Go through the data and copy each line that holds "Turn".

Stored dataset items
= Beginning of Section =

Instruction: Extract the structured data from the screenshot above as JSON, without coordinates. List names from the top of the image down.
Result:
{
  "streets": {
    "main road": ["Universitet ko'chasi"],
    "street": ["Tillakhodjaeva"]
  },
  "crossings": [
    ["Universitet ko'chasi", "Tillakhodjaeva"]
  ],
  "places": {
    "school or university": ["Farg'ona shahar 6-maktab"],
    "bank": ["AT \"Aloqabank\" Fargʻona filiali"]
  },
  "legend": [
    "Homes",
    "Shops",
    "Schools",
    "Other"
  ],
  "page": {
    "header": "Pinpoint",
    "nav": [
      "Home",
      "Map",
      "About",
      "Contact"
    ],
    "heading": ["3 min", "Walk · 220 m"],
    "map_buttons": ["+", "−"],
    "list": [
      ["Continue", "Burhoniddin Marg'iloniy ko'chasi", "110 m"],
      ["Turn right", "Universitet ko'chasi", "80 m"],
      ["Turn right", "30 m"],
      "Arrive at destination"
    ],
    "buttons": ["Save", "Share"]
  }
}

= End of Section =

**RESPONSE AREA:**
      ["Turn right", "Universitet ko'chasi", "80 m"],
      ["Turn right", "30 m"],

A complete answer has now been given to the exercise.